╔══

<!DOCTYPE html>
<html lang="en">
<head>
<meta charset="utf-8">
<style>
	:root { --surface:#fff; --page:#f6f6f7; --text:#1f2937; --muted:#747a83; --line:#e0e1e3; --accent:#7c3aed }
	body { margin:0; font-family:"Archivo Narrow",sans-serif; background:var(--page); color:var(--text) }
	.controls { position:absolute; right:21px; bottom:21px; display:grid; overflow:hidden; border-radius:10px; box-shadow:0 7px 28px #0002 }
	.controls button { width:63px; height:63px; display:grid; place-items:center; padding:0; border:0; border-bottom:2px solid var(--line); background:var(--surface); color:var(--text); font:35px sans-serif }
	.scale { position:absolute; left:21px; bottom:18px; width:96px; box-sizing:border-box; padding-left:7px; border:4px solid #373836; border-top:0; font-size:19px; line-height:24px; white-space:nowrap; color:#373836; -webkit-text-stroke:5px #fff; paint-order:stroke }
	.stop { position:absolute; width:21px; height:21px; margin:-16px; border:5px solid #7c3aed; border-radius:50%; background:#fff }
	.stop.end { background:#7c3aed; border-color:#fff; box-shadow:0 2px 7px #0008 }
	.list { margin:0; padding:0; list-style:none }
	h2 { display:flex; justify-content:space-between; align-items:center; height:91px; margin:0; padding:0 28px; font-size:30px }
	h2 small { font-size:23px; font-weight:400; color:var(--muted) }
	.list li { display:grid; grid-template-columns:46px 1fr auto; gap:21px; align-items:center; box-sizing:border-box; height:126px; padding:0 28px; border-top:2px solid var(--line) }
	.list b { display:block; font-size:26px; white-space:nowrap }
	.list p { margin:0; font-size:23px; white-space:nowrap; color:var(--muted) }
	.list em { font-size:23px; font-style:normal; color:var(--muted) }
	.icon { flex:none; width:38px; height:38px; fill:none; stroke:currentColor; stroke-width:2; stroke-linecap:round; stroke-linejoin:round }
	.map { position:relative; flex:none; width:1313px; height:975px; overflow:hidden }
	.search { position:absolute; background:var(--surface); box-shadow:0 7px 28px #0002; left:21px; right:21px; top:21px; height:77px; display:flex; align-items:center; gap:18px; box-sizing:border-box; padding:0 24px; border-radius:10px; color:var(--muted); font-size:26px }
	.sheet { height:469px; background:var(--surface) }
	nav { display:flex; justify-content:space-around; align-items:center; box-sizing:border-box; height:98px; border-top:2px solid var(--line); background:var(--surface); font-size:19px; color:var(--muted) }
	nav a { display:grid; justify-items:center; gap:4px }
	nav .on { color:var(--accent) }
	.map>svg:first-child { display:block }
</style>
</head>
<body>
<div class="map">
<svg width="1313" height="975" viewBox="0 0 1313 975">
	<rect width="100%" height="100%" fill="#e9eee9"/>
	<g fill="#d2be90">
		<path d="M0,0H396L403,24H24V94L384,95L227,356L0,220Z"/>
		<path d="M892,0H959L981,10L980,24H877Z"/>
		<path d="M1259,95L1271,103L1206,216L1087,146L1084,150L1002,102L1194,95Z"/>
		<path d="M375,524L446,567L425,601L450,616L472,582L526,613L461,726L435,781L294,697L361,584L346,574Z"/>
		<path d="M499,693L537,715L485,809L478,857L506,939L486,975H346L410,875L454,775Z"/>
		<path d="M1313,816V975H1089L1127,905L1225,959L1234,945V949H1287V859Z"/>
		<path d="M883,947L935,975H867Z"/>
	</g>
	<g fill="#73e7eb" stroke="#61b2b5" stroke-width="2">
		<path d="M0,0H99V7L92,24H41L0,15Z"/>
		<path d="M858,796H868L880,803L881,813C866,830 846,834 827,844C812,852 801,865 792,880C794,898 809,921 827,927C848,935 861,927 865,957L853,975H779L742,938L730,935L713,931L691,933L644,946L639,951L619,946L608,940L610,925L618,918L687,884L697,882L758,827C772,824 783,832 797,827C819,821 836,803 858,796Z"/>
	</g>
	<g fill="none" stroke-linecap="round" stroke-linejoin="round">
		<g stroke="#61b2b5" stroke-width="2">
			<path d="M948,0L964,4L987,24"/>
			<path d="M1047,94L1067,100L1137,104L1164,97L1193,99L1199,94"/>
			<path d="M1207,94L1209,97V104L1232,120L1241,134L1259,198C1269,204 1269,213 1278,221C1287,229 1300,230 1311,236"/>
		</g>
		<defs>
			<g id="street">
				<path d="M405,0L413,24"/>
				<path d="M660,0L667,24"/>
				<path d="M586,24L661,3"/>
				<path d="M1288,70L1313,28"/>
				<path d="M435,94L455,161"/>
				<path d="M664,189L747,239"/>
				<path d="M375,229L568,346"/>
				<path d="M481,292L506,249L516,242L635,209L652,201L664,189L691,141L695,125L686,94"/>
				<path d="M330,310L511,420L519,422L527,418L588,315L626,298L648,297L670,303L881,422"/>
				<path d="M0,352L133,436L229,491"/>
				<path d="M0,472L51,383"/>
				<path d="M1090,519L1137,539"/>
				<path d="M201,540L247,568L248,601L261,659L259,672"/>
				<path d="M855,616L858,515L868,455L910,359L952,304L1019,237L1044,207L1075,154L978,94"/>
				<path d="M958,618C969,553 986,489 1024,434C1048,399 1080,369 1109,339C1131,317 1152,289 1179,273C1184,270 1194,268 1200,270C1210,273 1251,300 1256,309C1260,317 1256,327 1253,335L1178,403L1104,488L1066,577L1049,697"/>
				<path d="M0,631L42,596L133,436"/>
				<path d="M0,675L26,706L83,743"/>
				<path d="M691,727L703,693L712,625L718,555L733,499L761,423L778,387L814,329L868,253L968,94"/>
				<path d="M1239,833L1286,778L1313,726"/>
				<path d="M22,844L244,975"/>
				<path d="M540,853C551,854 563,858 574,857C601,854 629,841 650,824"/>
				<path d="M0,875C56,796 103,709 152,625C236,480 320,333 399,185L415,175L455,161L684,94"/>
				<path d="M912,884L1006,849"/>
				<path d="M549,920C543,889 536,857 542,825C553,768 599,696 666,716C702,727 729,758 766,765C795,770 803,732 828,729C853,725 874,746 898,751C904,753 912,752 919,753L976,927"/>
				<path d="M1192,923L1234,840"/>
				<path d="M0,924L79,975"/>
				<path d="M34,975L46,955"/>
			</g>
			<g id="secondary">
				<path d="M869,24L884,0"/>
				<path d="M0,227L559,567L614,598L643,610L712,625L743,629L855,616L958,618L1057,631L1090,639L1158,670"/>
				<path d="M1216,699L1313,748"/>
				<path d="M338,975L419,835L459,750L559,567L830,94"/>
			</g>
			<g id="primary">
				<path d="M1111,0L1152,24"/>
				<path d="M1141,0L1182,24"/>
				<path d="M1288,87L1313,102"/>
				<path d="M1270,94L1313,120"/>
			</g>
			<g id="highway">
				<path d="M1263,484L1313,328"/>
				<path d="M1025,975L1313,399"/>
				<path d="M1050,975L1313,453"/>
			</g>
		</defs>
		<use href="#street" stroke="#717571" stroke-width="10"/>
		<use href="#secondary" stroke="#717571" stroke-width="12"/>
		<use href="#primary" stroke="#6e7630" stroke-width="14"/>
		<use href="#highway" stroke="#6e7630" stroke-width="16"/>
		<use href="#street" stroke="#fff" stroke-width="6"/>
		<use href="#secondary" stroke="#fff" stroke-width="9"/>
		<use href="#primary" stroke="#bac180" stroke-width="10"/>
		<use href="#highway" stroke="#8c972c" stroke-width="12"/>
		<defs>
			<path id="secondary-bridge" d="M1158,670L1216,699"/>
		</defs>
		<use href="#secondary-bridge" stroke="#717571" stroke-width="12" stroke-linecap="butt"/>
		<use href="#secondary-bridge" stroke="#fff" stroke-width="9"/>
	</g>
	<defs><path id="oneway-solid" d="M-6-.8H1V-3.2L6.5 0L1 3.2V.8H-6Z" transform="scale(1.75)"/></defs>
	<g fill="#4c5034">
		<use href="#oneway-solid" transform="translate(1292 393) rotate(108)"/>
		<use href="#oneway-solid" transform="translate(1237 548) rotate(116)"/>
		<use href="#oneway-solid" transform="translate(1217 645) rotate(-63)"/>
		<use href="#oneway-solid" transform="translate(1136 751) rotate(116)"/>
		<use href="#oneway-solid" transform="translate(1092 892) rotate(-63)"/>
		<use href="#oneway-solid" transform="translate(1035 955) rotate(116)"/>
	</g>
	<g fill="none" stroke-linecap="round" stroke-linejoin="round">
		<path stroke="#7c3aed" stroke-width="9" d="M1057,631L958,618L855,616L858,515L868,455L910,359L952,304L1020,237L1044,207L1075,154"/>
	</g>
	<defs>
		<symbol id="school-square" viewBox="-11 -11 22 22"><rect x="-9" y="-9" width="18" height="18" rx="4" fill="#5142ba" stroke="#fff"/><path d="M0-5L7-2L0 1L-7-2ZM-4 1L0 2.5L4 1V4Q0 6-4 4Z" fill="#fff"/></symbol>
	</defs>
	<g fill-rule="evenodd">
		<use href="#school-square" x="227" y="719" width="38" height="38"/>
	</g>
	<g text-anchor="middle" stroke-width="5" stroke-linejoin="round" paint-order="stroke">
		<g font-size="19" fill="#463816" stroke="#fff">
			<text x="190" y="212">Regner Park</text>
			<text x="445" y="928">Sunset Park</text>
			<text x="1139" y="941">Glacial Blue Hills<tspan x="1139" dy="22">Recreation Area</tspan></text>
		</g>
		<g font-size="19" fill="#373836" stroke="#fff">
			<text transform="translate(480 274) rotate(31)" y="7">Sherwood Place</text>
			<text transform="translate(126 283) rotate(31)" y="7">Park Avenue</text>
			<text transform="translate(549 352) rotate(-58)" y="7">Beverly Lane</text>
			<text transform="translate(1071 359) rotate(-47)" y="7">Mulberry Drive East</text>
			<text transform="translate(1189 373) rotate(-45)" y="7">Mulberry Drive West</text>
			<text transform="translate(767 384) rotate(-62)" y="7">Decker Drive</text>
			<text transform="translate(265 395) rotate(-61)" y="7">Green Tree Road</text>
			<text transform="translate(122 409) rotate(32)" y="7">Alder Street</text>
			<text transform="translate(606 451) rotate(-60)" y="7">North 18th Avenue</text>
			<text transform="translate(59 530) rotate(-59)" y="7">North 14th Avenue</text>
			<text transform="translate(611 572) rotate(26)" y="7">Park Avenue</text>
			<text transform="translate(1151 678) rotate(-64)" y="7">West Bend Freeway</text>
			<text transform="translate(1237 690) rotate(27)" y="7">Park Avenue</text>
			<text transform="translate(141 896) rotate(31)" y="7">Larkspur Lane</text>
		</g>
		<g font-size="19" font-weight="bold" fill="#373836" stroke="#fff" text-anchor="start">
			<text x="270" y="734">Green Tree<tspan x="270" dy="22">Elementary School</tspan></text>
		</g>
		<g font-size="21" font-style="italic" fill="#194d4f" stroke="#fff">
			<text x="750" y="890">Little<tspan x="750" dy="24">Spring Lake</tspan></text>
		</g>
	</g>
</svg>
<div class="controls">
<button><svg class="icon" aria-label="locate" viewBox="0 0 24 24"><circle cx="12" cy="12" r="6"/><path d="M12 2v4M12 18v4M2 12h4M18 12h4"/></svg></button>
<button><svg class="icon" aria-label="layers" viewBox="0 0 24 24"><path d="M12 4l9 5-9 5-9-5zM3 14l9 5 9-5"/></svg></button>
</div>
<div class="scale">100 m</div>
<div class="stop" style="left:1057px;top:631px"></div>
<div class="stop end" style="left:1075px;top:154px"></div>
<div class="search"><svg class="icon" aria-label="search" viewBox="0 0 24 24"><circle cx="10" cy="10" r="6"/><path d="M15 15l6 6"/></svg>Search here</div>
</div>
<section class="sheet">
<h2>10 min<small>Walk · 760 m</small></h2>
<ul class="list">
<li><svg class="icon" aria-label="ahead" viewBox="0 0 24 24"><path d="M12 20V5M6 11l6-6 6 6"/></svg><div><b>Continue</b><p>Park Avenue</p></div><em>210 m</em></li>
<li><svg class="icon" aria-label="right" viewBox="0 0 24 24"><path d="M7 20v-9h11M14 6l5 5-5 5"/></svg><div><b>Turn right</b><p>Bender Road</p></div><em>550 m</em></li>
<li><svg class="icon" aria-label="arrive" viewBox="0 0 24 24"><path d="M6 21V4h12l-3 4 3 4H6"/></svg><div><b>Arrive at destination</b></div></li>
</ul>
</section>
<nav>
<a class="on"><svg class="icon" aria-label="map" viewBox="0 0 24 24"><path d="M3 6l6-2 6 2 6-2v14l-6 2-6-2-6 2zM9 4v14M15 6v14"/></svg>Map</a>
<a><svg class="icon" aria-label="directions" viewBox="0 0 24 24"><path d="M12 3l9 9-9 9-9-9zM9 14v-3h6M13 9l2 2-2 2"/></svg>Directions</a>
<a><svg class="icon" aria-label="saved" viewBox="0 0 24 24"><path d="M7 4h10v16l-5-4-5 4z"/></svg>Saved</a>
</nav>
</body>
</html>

╚══

PROBLEM REQUIREMENTS. Reproduce only what lies between the start of the listing above and the end of the line containing "width:63px; height:63px; display:grid;", keeping every line exact.

RESULT FOR THIS EXERCISE.
<!DOCTYPE html>
<html lang="en">
<head>
<meta charset="utf-8">
<style>
	:root { --surface:#fff; --page:#f6f6f7; --text:#1f2937; --muted:#747a83; --line:#e0e1e3; --accent:#7c3aed }
	body { margin:0; font-family:"Archivo Narrow",sans-serif; background:var(--page); color:var(--text) }
	.controls { position:absolute; right:21px; bottom:21px; display:grid; overflow:hidden; border-radius:10px; box-shadow:0 7px 28px #0002 }
	.controls button { width:63px; height:63px; display:grid; place-items:center; padding:0; border:0; border-bottom:2px solid var(--line); background:var(--surface); color:var(--text); font:35px sans-serif }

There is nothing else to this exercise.